Начало – хуже некуда. Я с ходу разозлилась. Так мог бы сказать какой-нибудь продавец из супермаркета, довольный случаем продать зубные щетки с двойной головкой мамаше с дочкой, выкатившимся из своего «кадиллака», но уж никак не психолог. Однако злость так же быстро прошла – я вдруг заметила потрясающую вещь, как раз для моего «Дневника всемирного движения». Сначала не поверила себе – не может быть! – вгляделась пристальнее, стала следить и убедилась: в самом деле! Так оно и есть! Невероятно! Я была так захвачена наблюдением, что еле слышала мамины жалобы (наша дочь от всех прячется, наша дочь пугает нас, говорит, что слышит голоса, наша дочь с нами не разговаривает, мы очень беспокоимся за нашу дочь) – раз сто повторила она эту «нашу дочь», хоть я сидела в полшаге от нее, а когда ко мне обратился доктор, подскочила от неожиданности.
Дело вот в чем. Д‑р Т., конечно, был живой – я видела, как он вошел, сел в кресло, слышала, как он говорил. Но, не считая этого, он вполне мог сойти за мертвого, потому что совсем не шевелился. Как сел в свое огромное кресло, так и застыл, двигались одни губы, да и то еле-еле. Все остальное было совершенно неподвижно. Обычно, когда говоришь, шевелятся не только губы, невольно делаешь и другие движения: работают мускулы лица, легонько двигаются руки, шея, плечи, и даже когда молчишь, трудно сохранять полную неподвижность, нет-нет что-нибудь где-нибудь дрогнет, то моргнешь, то ногу переставишь и т. д.
А тут – ничего! Nada! Wallou! Nothing![16] Живая статуя! Вот это да! «И что вы, барышня, на все это скажете?» – спросил меня д‑р Т., тут-то я и подскочила. Но сразу ответить не смогла – слишком была поглощена наблюдением за ним, понадобилось какое-то время, чтобы переключиться.

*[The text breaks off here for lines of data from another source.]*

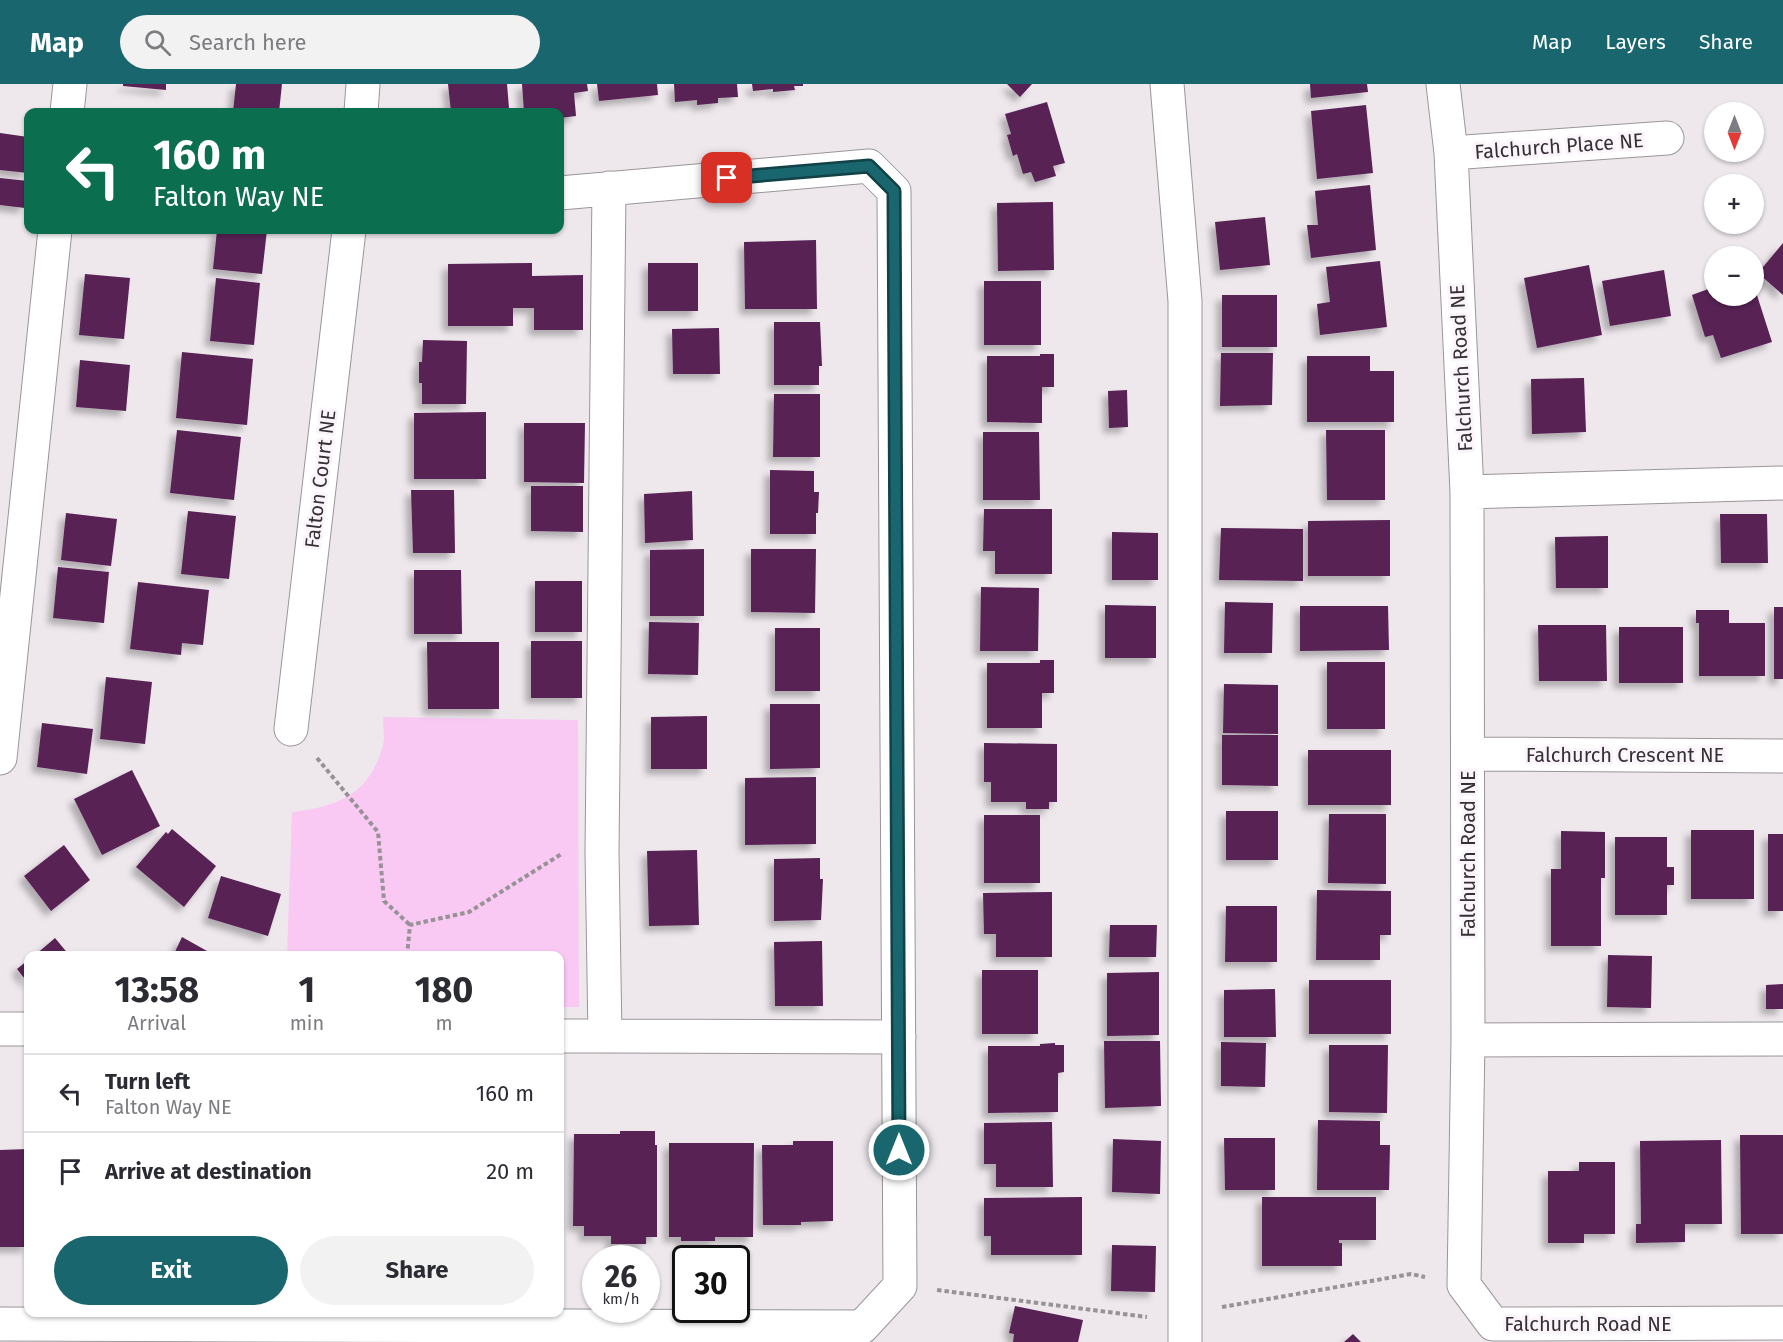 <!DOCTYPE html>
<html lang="en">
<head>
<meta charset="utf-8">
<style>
	body { margin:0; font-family:"Fira Sans",sans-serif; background:#f2f2f3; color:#2b2b33; height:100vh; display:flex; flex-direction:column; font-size:22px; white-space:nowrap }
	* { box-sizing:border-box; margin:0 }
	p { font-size:20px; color:#7c7c81 }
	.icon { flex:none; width:33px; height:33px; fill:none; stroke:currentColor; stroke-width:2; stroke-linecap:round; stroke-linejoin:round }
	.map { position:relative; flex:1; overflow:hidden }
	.details { position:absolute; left:24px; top:867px; width:540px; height:366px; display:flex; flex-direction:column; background:#fff; border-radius:12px; box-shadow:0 2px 4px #0004 }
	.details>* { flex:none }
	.top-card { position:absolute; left:24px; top:24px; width:540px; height:126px; border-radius:12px; box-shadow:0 2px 4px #0004; background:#0b6e4f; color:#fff; overflow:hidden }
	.needle { width:39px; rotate:180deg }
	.fabs { position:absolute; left:1704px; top:18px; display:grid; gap:12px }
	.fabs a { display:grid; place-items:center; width:60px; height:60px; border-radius:50%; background:#fff; box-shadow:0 2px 4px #0004; font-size:30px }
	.speed { position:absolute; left:582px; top:1161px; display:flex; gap:12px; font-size:30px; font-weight:700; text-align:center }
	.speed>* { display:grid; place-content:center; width:78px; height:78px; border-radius:50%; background:#fff; box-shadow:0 2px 4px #0004; line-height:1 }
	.speed small { font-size:15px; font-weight:400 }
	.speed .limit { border:3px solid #111; border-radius:9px; background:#fff; color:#111 }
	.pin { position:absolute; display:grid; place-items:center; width:51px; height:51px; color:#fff; margin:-26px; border-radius:12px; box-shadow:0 3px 9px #0006 }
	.me { position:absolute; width:66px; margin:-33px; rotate:0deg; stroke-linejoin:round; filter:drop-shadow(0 0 4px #0008) }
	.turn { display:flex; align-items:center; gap:21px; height:126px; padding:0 30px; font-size:27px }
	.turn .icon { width:78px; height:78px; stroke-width:2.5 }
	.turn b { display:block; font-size:42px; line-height:51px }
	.eta { display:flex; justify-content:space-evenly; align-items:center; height:102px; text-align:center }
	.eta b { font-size:36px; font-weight:700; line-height:42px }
	.action { display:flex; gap:12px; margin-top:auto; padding:12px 30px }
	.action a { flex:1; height:69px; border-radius:36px; background:#19666e; color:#fff; font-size:24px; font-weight:700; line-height:69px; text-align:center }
	.action a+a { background:#f2f2f3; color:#2b2b33 }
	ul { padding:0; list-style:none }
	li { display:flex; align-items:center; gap:18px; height:78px; padding:0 30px; border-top:2px solid #e1e1e2 }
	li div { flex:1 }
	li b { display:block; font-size:22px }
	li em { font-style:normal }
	header { display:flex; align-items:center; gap:36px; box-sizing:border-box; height:84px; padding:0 30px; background:#19666e; color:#fff }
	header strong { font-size:28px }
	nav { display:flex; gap:33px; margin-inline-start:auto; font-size:21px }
	.search { width:420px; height:54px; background:#f2f2f3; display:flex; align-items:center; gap:15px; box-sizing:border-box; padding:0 21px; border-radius:33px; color:#7c7c81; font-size:22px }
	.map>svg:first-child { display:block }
</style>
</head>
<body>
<header>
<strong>Map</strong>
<div class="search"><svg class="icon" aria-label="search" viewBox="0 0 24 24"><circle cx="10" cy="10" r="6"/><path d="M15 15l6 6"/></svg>Search here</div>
<nav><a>Map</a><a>Layers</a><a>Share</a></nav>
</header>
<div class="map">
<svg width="1783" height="1258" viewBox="0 0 1783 1258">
	<defs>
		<filter id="shadow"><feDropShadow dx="-5.5" dy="5.5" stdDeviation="3" flood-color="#0004"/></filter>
	</defs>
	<rect width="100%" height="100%" fill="#eee8ed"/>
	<path fill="#f9c9f4" d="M 383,633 L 578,636 L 579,923 L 560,923 L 560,872 L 287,871 L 292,728 C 338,723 370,710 383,661 C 385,653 383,642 383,633 Z"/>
	<path fill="#582155" filter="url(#shadow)" d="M 123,0 L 166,0 L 166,6 L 123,2 Z
		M 236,0 L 282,0 L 279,28 L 233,28 Z
		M 448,0 L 507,0 L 509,24 L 451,28 Z
		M 522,0 L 587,0 L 588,7 L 574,9 L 576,32 L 560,34 L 560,28 L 524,28 Z
		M 597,0 L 657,0 L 658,11 L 599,17 Z
		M 674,0 L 737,0 L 738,13 L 718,14 L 718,19 L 697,21 L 697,16 L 675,18 Z
		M 752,0 L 803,0 L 803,2 L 794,2 L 795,6 L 773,8 L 773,5 L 753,7 Z
		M 1007,0 L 1032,0 L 1020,13 Z
		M 1310,0 L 1367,0 L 1368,8 L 1311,14 Z
		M 1047,18 L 1065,79 L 1053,82 L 1056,92 L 1035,98 L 1031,88 L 1023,90 L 1017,70 L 1013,72 L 1007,51 L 1011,50 L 1005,30 Z
		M 1366,21 L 1373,89 L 1317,95 L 1311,27 Z
		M 0,49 L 28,53 L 28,89 L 0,86 Z
		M 0,94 L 28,97 L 25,124 L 0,121 Z
		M 1370,101 L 1376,166 L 1311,174 L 1307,141 L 1318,141 L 1315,107 Z
		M 1053,118 L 1054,186 L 998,187 L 997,119 Z
		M 1265,133 L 1270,181 L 1220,186 L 1215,138 Z
		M 217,146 L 267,146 L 262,190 L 213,185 Z
		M 816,156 L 817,225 L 745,225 L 744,158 Z
		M 1783,159 L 1783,211 L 1758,189 Z
		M 1380,177 L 1387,243 L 1320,251 L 1317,220 L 1330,218 L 1326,183 Z
		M 532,179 L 532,192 L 583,191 L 583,246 L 534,246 L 534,224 L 513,224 L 513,242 L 448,242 L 448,180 Z
		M 648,179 L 698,179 L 698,227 L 648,227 Z
		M 1589,181 L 1602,251 L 1537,264 L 1524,194 Z
		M 1664,186 L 1671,232 L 1610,242 L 1602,197 Z
		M 85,190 L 130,194 L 124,255 L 79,251 Z
		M 216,194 L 260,199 L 254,261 L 210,257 Z
		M 984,197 L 1041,197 L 1041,261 L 984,261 Z
		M 1714,200 L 1714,212 L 1754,212 L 1754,202 L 1772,258 L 1721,274 L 1713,251 L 1705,253 L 1692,211 L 1711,204 L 1711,201 Z
		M 1222,211 L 1277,211 L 1277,263 L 1222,263 Z
		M 774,238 L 820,238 L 822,282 L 819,282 L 819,301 L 774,301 Z
		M 719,244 L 720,290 L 673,290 L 672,245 Z
		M 423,256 L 467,257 L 466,320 L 422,320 L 422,299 L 419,299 L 419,278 L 422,278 Z
		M 182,268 L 253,275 L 247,341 L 176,334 Z
		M 1221,269 L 1273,269 L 1272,321 L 1220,322 Z
		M 1040,270 L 1054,270 L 1054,303 L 1042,303 L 1042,339 L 987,338 L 987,272 L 1040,272 Z
		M 1307,272 L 1370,272 L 1370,287 L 1394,287 L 1394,338 L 1307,338 Z
		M 80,276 L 130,281 L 126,327 L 76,323 Z
		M 1584,294 L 1586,348 L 1532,350 L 1531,295 Z
		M 1127,306 L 1128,343 L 1109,344 L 1108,307 Z
		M 774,310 L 820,310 L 820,373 L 773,373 Z
		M 486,328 L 486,395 L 414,395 L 414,329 Z
		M 524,339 L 585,339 L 584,399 L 524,398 Z
		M 177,346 L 241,353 L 234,416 L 170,409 Z
		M 1326,346 L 1385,346 L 1385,416 L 1327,416 Z
		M 983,348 L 1039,348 L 1040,416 L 983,416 Z
		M 770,386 L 814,387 L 814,408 L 819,408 L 818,429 L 816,429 L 816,450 L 770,450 Z
		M 531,402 L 583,402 L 583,448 L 531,447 Z
		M 411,406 L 454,406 L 455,469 L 413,469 Z
		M 692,407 L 693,456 L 645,459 L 644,410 Z
		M 984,425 L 1052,425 L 1052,490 L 995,490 L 995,467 L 983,467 Z
		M 188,427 L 236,432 L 229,495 L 181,490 Z
		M 66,429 L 117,435 L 111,482 L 61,476 Z
		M 1720,430 L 1767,430 L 1768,479 L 1721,479 Z
		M 1390,436 L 1390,492 L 1308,492 L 1308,437 Z
		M 1221,444 L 1303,445 L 1303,497 L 1219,496 Z
		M 1112,448 L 1158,449 L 1158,496 L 1112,496 Z
		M 1608,452 L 1608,504 L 1556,504 L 1555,453 Z
		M 704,465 L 704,532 L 650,532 L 650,466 Z
		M 751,465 L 816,465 L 815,529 L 751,528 Z
		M 58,483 L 109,488 L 104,539 L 53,534 Z
		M 414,486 L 461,486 L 462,550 L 414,550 Z
		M 535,497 L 582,497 L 582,548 L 535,548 Z
		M 138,498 L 209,506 L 203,561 L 182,559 L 181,571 L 130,565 Z
		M 981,503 L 1039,504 L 1038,567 L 980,567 Z
		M 1225,518 L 1273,519 L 1272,569 L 1224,569 Z
		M 1105,521 L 1156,522 L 1156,574 L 1105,574 Z
		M 1300,522 L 1388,522 L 1389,566 L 1300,567 Z
		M 1774,523 L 1783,523 L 1783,595 L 1774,595 Z
		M 1696,526 L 1729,526 L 1729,539 L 1765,539 L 1765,592 L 1699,592 L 1699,539 L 1696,539 Z
		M 649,538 L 699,539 L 698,591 L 648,590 Z
		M 1538,541 L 1606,541 L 1607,597 L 1539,597 Z
		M 1619,543 L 1683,543 L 1683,599 L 1619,599 Z
		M 775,544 L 820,544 L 820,607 L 775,607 Z
		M 531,557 L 582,557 L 582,614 L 531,614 Z
		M 427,558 L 499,558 L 499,625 L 428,625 Z
		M 1040,576 L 1054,576 L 1054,609 L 1042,609 L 1042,644 L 987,644 L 987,579 L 1040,579 Z
		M 1327,578 L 1385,578 L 1385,645 L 1327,645 Z
		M 106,593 L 152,598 L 145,660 L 100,655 Z
		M 1224,600 L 1278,601 L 1278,650 L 1223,649 Z
		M 770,620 L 820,620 L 820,684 L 770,685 Z
		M 707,632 L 707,685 L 651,685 L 651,633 Z
		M 42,639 L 93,645 L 87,690 L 37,683 Z
		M 1222,651 L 1278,651 L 1278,702 L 1222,701 Z
		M 984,659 L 1057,660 L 1057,718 L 1049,718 L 1049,725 L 1026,725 L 1026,718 L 991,718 L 991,698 L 984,698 Z
		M 1308,666 L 1391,666 L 1391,721 L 1308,721 Z
		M 132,686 L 160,742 L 102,771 L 74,715 Z
		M 816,693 L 816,760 L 745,761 L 745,694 Z
		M 1226,727 L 1278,727 L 1278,776 L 1226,776 Z
		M 1329,730 L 1386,730 L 1386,800 L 1328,799 Z
		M 984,731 L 1040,731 L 1040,799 L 984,799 Z
		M 172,745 L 216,782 L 184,823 L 136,783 L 166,748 L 168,750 Z
		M 1691,746 L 1754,746 L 1754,815 L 1691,815 Z
		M 1561,747 L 1605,748 L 1605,794 L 1601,794 L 1601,862 L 1551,862 L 1551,785 L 1561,785 Z
		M 1768,750 L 1783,750 L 1783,827 L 1768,827 Z
		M 1615,753 L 1667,753 L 1667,783 L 1674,783 L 1674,801 L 1667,801 L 1667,831 L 1615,831 Z
		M 64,761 L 90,796 L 51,827 L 24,792 Z
		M 697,766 L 699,841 L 649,842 L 647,767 Z
		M 820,774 L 820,795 L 823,795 L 821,836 L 774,837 L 774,775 Z
		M 221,792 L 281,810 L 268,852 L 208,834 Z
		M 1317,806 L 1391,807 L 1391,851 L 1380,851 L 1380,876 L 1316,876 Z
		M 1052,808 L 1052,873 L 996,873 L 996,850 L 984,850 L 983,809 Z
		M 1226,822 L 1277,822 L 1277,878 L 1225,878 Z
		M 1110,841 L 1157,841 L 1156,873 L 1109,873 Z
		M 182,853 L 216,872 L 173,872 Z
		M 55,854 L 70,872 L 34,872 Z
		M 822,857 L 823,922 L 775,922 L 774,858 Z
		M 1608,871 L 1652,872 L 1651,924 L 1607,923 Z
		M 28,876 L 28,899 L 17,885 Z
		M 982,886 L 1038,886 L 1038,950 L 982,950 Z
		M 1159,888 L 1159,951 L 1107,952 L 1107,889 Z
		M 1309,896 L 1391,896 L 1391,950 L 1309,950 Z
		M 1783,900 L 1783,925 L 1766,925 L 1766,901 Z
		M 1275,905 L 1276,953 L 1224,953 L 1224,906 Z
		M 1104,957 L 1160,957 L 1161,1022 L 1105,1024 Z
		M 1221,958 L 1266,959 L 1265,1003 L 1221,1002 Z
		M 1055,959 L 1055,961 L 1064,961 L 1064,988 L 1058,989 L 1058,1028 L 988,1029 L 988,962 L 1040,962 L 1040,960 Z
		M 1329,961 L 1388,961 L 1387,1029 L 1329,1028 Z
		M 1318,1036 L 1380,1037 L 1380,1061 L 1390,1061 L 1389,1106 L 1317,1106 Z
		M 1052,1038 L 1053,1103 L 996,1103 L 996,1080 L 984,1080 L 984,1039 Z
		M 620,1047 L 655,1047 L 655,1061 L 657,1061 L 657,1153 L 646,1153 L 646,1160 L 611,1160 L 611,1152 L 584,1152 L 584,1142 L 573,1142 L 574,1050 L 620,1050 Z
		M 1740,1051 L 1783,1051 L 1783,1150 L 1741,1150 Z
		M 1224,1054 L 1275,1054 L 1275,1106 L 1225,1106 Z
		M 1113,1055 L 1161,1057 L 1160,1110 L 1112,1108 Z
		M 1721,1056 L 1722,1140 L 1685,1140 L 1685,1158 L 1636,1159 L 1636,1140 L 1641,1140 L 1640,1057 Z
		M 793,1057 L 833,1057 L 833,1137 L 801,1138 L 801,1141 L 763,1141 L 762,1061 L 793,1061 Z
		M 669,1059 L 754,1059 L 753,1153 L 715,1153 L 715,1157 L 681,1157 L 681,1153 L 669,1153 Z
		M 28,1065 L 28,1163 L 0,1163 L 0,1066 Z
		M 1579,1078 L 1615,1078 L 1615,1150 L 1584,1150 L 1584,1159 L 1548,1159 L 1548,1087 L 1579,1087 Z
		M 1082,1113 L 1082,1171 L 991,1171 L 991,1152 L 984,1152 L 984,1114 Z
		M 1262,1113 L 1376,1113 L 1376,1156 L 1339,1156 L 1339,1159 L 1342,1159 L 1342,1182 L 1262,1182 Z
		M 1112,1161 L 1156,1162 L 1155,1208 L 1111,1207 Z
		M 1015,1222 L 1083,1236 L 1078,1258 L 1013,1258 L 1014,1250 L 1009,1249 Z
		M 1353,1250 L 1361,1258 L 1344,1258 Z"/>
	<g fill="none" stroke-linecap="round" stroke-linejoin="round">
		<g stroke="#9b959a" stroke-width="35">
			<path id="minor" d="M 1167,0 L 1185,217 L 1185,1258
				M 1443,0 L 1451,69 L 1467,408 L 1468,956 L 1464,1201 L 1493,1240 L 1783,1239
				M 67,28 L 70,0
				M 361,28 L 363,0
				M 1451,69 L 1667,54
				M 1467,408 L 1783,399
				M 291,645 L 349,146
				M 1468,670 L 1783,672
				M 0,674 L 55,146
				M 0,945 L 28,945
				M 560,952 L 605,952 L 602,768 L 609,104
				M 605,952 L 899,953
				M 1468,956 L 1783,955
				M 0,1240 L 862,1243 L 900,1202 L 894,107 L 869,82 L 560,109"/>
		</g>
		<path stroke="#969295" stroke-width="4" stroke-dasharray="4.5 3" stroke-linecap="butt" d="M 317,674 L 378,748 L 384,817 L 410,841
			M 407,872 L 410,841 L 469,828 L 563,769
			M 937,1206 L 1147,1233
			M 1222,1223 L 1411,1190 L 1425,1193"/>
		<use href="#minor" stroke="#fff" stroke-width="33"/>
	</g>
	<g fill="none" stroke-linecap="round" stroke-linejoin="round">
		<g stroke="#104248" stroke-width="15">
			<path id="route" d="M 727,94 L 869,82 L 894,107 L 899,1066"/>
		</g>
		<use href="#route" stroke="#19666e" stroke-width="10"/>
	</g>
	<g text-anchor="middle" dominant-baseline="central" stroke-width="6" stroke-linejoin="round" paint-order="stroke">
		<g font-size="20" fill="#333133" stroke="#fbf5fb">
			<text transform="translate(1559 62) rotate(-4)">Falchurch Place NE</text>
			<text transform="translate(1461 284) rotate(-93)">Falchurch Road NE</text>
			<text transform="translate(320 395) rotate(-83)">Falton Court NE</text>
			<text x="1625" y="671">Falchurch Crescent NE</text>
			<text transform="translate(1468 770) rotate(-90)">Falchurch Road NE</text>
			<text x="1588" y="1240">Falchurch Road NE</text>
		</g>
	</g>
</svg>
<div class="fabs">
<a><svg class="needle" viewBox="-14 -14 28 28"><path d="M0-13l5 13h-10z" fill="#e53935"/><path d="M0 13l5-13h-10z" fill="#7c7c81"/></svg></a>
<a>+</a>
<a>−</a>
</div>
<div class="speed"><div>26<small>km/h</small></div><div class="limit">30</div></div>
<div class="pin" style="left:727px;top:94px;background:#d93025"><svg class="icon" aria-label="arrive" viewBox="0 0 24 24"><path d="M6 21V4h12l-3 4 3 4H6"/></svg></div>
<svg class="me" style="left:899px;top:1066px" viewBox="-20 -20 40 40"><circle r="17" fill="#19666e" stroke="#fff" stroke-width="3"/><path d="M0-11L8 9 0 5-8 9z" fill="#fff"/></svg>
<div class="top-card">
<div class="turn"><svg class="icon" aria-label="left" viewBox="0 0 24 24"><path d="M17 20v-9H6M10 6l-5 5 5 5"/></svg><div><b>160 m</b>Falton Way NE</div></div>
</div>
<section class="details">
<div class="eta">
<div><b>13:58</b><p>Arrival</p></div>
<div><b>1</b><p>min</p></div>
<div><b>180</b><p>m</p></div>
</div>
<ul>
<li><svg class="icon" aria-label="left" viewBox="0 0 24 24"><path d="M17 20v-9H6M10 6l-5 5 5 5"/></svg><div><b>Turn left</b><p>Falton Way NE</p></div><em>160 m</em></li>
<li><svg class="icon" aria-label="arrive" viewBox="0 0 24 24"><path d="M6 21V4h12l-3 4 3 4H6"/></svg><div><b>Arrive at destination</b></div><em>20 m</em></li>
</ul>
<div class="action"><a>Exit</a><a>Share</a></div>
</section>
</div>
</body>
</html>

Мама ерзала на стуле, как будто у нее был геморрой, зато док глядел на меня не мигая. «Я заставлю, заставлю его пошевелиться. Что-то же должно его пронять!» – подумала я и заявила: «Я буду говорить только в присутствии моего адвоката», в надежде, что это подействует. Ничего подобного – статуя не шелохнулась. Мама, та вздохнула, как великомученица, а док – хоть бы хны. «Твоего адвоката… хм…» – процедил он без единого движения. Меня разобрало не на шутку. Шевельнется – не шевельнется? Я решила бросить в бой все силы. «Но здесь не суд, – добавил док. – Ты и сама это знаешь… хм…» Игра стоила свеч: если я заставлю его шевельнуться, то день пройдет недаром! «Милая Соланж, – проговорила статуя, – я хотел бы поговорить с девочкой наедине». Милая Соланж встала, посмотрела на него, как слезливый спаниель, и пошла в двери, делая много лишних движений (наверно, для компенсации).